Save and export the healing stent flasking prototype as an STL file.
Send the healing stent flasking prototype STL file to a 3D printer (Objet VeroWhitePlus material, Objet260 Connex3D printer; Stratasys Ltd) and additive manufacture ( Fig. 7 , top ).
Postprocess the printed healing stent flasking prototype according to manufacturers’ instructions (Objet VeroWhitePlus material, Objet260 Connex3D printer; Stratasys Ltd).
Invest the healing stent flasking prototype in dental stone (COECAL Dental Stone; GC America) (SR Ivocap Injection System; Ivoclar Vivadent AG).
Polymerize conventionally in heat-polymerizing polymethylmethacrylate (Clear SR Ivocap; Ivoclar Vivadent AG).
Divest the processed healing stent, fit componentry (abutment and RT prosthetic screw; Southern Implants) into the stent to ensure reasonable fit. Trim and polish conventionally ( Fig. 7 , bottom ).
Deliver the healing stent during Stage II implant surgery ( Fig. 8 ).
A healing stent can assist with the control of tissue growth around abutments during the healing phase after second stage implant surgery. Traditionally, an impression of the implant-to-abutment interface is required to fabricate a conventional healing stent. The procedure described elaborates the digital creation of the healing stent for the second stage surgery. The benefit of this method is being able to eliminate the need for intraoperative bonding or capturing a definitive abutment impression. Errors in segmentation, alignment, and polymerization could result in difficulty seating the healing stent. The number of manual steps and visual alignment could also result in errors, as the alignment of the CAD components to the CT scan is only as accurate as a single pixel viewed by eye because of limitations in automatic registration functionality.
The described procedure can only be used when postoperative scan data are available. The CT data used in this technique are routinely ordered for postoperative surgical surveillance and assessment and were used after clinical evaluation for this technique. Ordering additional scans to complete this technique would require clinical justification.
The 2.2-mm rescaling of the RT screw not only allows a degree of margin of error in positioning and aligning the healing stent to the abutments but also prevents the 4.3-mm abutments from sliding through the created access channel of 3.6 mm. The freedom described allows for any possible alignment error and reduces the need for operative adjustments through a process of loosening or tightening the RT prosthetic screws to achieve a fit. Thus far the team at the Institute for Reconstructive Sciences in Medicine has not had problems with gross alignment misfit or issues with differences in CT scan data to fitting.
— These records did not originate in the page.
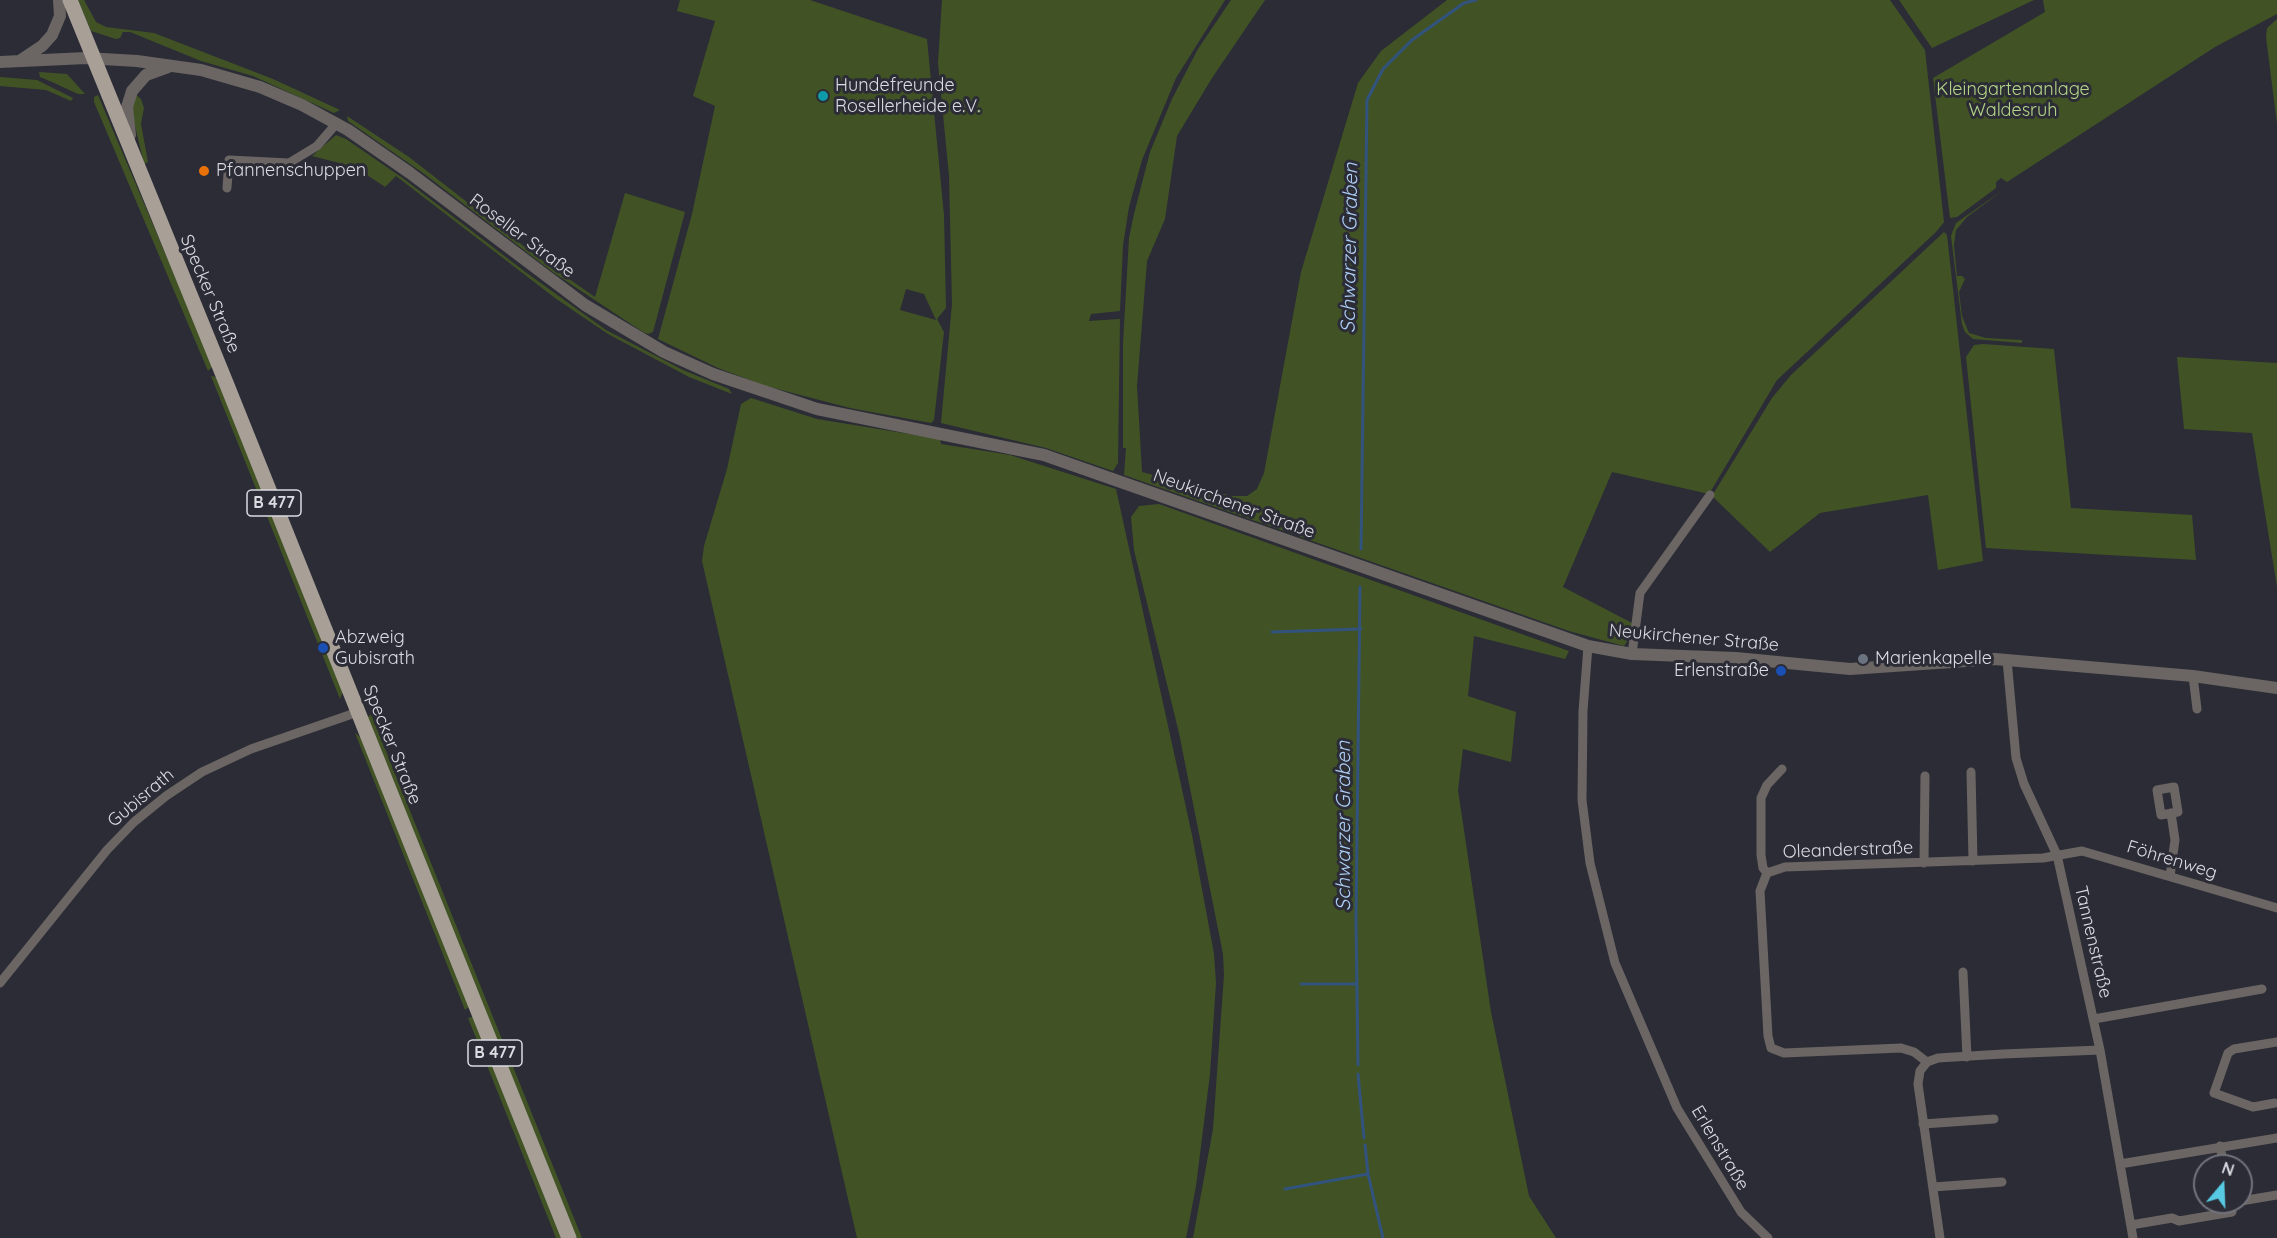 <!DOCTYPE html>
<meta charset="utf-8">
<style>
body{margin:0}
#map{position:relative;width:2277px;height:1238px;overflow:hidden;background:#2b2c36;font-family:Quicksand,sans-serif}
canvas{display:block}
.north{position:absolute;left:2193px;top:1154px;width:60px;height:60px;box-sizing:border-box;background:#2b2c36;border:2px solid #71727b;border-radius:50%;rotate:19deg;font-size:16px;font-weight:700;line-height:24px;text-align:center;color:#dbdce2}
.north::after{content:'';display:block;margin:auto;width:21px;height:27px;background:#57c9e2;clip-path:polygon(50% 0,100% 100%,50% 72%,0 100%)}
</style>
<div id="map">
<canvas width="2277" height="1238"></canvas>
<div class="north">N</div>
</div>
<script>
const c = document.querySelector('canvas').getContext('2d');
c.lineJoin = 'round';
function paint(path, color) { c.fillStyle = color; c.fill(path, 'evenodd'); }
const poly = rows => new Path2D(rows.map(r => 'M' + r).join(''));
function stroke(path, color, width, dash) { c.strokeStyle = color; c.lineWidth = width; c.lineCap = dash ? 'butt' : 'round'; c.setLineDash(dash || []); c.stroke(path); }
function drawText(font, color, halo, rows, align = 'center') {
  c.font = font + ' Quicksand,sans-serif'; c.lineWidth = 6; c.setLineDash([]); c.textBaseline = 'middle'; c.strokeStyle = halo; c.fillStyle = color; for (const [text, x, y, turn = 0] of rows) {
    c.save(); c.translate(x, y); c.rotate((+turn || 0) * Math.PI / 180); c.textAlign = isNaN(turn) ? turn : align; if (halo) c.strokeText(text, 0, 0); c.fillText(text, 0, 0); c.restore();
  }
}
paint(poly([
 [78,0,84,0,96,22,106,27,154,33,273,79,340,110,334,113,253,76,201,61,130,32,123,32,120,38,116,39,91,31],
 [680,0,810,0,927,39,944,215,946,308,937,319,944,332,934,420,931,423,850,408,766,386,718,368,658,339,692,214,715,106,693,96,715,21,677,11],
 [906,289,924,294,936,320,900,310],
 [942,0,1225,0,1176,78,1142,160,1129,207,1123,245,1120,311,1091,314,1089,321,1120,319,1118,463,1113,471,1046,448,941,423,952,304,949,176,938,63],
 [1231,0,1265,0,1212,78,1177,136,1165,219,1147,261,1137,386,1142,472,1232,496,1247,496,1257,489,1264,473,1301,272,1358,83,1381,51,1447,0,1890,0,1925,50,1944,222,1936,232,1777,380,1709,494,1612,472,1563,587,1632,623,1630,637,1624,646,1569,631,1124,475,1126,448,1123,448,1123,344,1129,238,1134,214,1150,152,1172,99,1198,49],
 [1899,0,2034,0,1932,48],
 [2043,0,2277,0,2277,14,2215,47,2007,182,2001,178,1996,182,1996,188,1957,217,1950,218,1933,78,2045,12],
 [2277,19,2277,124,2266,37,2267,28],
 [39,72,67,74,85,94,78,94,52,82,40,77],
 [0,77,37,80,73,98,71,101,46,90,0,86],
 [135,94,141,99,144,108,141,124,148,162,144,164,133,117,132,106],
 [98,95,213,366,208,371,94,102,94,97],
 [347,116,409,157,539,258,595,297,625,193,685,212,653,332,648,334,643,332,554,273,423,173,348,121],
 [336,135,346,139,404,179,524,271,606,330,683,370,729,389,732,394,689,377,608,334,555,298,396,176,385,187,355,167,312,156],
 [2006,188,1967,217,1956,230,1954,245,1957,276,1962,276,1965,279,1959,292,1962,316,1969,333,1986,338,2022,340,2022,343,1973,339,1965,332,1962,324,1951,236,1956,223],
 [1944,232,1947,235,1983,561,1938,570,1928,495,1820,513,1770,552,1712,496,1772,398,1791,375],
 [1983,344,2054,349,2071,508,2192,515,2196,560,1986,548,1966,357,1974,345],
 [2177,357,2277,363,2277,587,2252,433,2184,429],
 [211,376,220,378,343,691,340,699],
 [751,398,817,419,940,439,941,444,1010,455,1116,489,1192,835,1214,954,1216,983,1210,1074,1196,1186,1186,1238,857,1238,702,561,704,546,727,469,741,404],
 [1159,504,1569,651,1565,659,1474,636,1468,696,1516,712,1511,762,1463,749,1458,790,1491,1012,1529,1196,1556,1238,1193,1238,1213,1129,1224,975,1223,954,1179,733,1134,550,1131,517,1139,506],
 [371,714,582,1238,574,1238,366,719],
 [355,733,363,739,470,1006,465,1010],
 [475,1016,564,1238,556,1238,468,1018]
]), '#415325');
stroke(poly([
 [1361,549,1367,100,1383,69,1412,40,1464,3,1476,0],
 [1272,632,1361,629],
 [1301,984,1356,984],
 [1358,1065,1356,920,1360,587],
 [1358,1074,1364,1138],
 [1365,1145,1368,1174,1383,1238],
 [1285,1189,1368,1174]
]), '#32537d', 3);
stroke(poly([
 [227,188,229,160,289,163,317,146,336,124],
 [1588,646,1583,711,1582,800,1590,863,1615,963,1677,1108,1741,1212,1768,1238],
 [1632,654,1640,593,1710,495],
 [2007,660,2016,758,2024,784,2057,855,2100,1050,2133,1238],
 [2193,676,2197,709],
 [1971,772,1973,861],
 [2174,787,2178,812,2161,815,2157,790,2174,787],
 [1924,863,1925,776],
 [1767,873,1763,868,1761,855,1761,798,1767,785,1782,769],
 [2170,876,2175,840,2171,813],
 [1963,972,1967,1057],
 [0,983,107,850,134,822,166,796,202,772,251,749,358,712],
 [2094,1019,2262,989],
 [1927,1062,1914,1052,1901,1048,1784,1053,1771,1048,1768,1036,1760,891,1767,873,1785,867,2043,858,2082,851,2277,908],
 [1927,1062,1920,1071,1918,1084,1940,1238],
 [1927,1062,1938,1058,2003,1054,2100,1050],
 [2275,1103,2253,1107,2214,1093,2228,1053,2234,1049,2277,1042],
 [1923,1124,1994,1119],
 [2220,1146,2224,1166],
 [2120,1164,2277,1138],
 [1933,1187,2002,1182],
 [2241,1201,2277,1195],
 [2131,1225,2172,1218,2179,1221,2232,1212,2230,1202]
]), '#6b6663', 9);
stroke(poly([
 [21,60,42,46,52,35,60,16,59,0],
 [0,62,86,58,137,61,201,70,260,87,302,105,348,130,410,173,585,305,664,352,713,374,817,409,1044,455,1588,646,1632,654,1736,658,1850,669,1995,659,2193,676,2277,688],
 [130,135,127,107,132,91,146,75,168,67]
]), '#6b6663', 12);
stroke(poly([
 [70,0,227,385,569,1238]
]), '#a89f97', 15);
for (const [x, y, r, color] of [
 [823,96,6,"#0f9aa8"],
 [204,171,6,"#e8710a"],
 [323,648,6,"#1a4fb4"],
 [1863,659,6,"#6b7280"],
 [1781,671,6,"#1a4fb4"]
]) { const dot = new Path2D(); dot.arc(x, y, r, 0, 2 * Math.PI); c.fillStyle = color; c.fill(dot); stroke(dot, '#2b2c36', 2); }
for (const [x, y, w] of [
 [274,503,54],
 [495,1053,54]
]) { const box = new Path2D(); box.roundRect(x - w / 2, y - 13, w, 26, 4.5); c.fillStyle = '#2b2c36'; c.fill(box); stroke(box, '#dbdce2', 1.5); }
drawText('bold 16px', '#dbdce2', null, [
 ["B 477",274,503],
 ["B 477",495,1053]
]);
drawText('18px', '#dbdce2', '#2b2c36', [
 ["Hundefreunde",835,86],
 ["Rosellerheide e.V.",835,107],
 ["Pfannenschuppen",216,171],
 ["Abzweig",335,638],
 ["Gubisrath",335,659],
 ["Marienkapelle",1875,659],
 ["Erlenstraße",1769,671,"right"]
], 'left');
drawText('18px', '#b4d587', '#2b2c36', [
 ["Kleingartenanlage",2013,90],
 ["Waldesruh",2013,111]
]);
drawText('18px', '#dbdce2', '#2b2c36', [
 ["Roseller Straße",522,236,37],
 ["Specker Straße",210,294,67],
 ["Neukirchener Straße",1234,504,20],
 ["Neukirchener Straße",1694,638,5],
 ["Specker Straße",392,745,68],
 ["Gubisrath",141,798,-40],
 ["Oleanderstraße",1848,850,-2],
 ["Föhrenweg",2172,860,17],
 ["Tannenstraße",2093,942,77],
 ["Erlenstraße",1720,1148,59]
]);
drawText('italic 20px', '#adcdf4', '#2b2c36', [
 ["Schwarzer Graben",1350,248,-89],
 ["Schwarzer Graben",1344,826,-90]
]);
</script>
Currently, directly printing the definitive healing stent is not possible because of material validation and sterilization issues in the provincial health system. The steps in the described process could be significantly reduced if a complete digital workflow with the addition of an oral scanner with corresponding scan flags and additive manufacturing of the definitive device were available.
The described technique eliminates the need to have a definitive implant impression and the need to create the stent intraoperatively. The fabrication process by using imaging, digital manipulation, and traditional methods allows for the design of a tissue stent which is retained well on the implants, prevents tissue overgrowth, and is contoured for oral hygiene.